## Exercise objective
Report, as a number alone, how many lines below contain the string "Elevation".

Source records
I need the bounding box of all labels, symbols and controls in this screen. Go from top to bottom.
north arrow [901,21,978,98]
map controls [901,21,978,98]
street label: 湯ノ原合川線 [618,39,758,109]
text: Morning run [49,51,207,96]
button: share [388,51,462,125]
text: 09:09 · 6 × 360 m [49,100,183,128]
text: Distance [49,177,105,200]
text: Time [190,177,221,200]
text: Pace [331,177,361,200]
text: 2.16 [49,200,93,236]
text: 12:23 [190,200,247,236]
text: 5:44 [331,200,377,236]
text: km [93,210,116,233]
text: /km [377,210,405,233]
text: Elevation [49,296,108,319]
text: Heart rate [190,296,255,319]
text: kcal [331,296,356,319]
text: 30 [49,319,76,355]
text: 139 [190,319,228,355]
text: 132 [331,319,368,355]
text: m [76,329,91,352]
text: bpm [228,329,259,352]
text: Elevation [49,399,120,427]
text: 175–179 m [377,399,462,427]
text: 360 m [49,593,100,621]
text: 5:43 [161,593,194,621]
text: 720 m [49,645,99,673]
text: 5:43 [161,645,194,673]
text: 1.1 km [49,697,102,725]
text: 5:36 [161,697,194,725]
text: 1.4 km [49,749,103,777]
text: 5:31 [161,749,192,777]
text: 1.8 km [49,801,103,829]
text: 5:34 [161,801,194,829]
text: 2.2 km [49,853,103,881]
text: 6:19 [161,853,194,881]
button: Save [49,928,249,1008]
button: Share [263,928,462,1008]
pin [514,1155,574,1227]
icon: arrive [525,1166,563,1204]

## Written response
2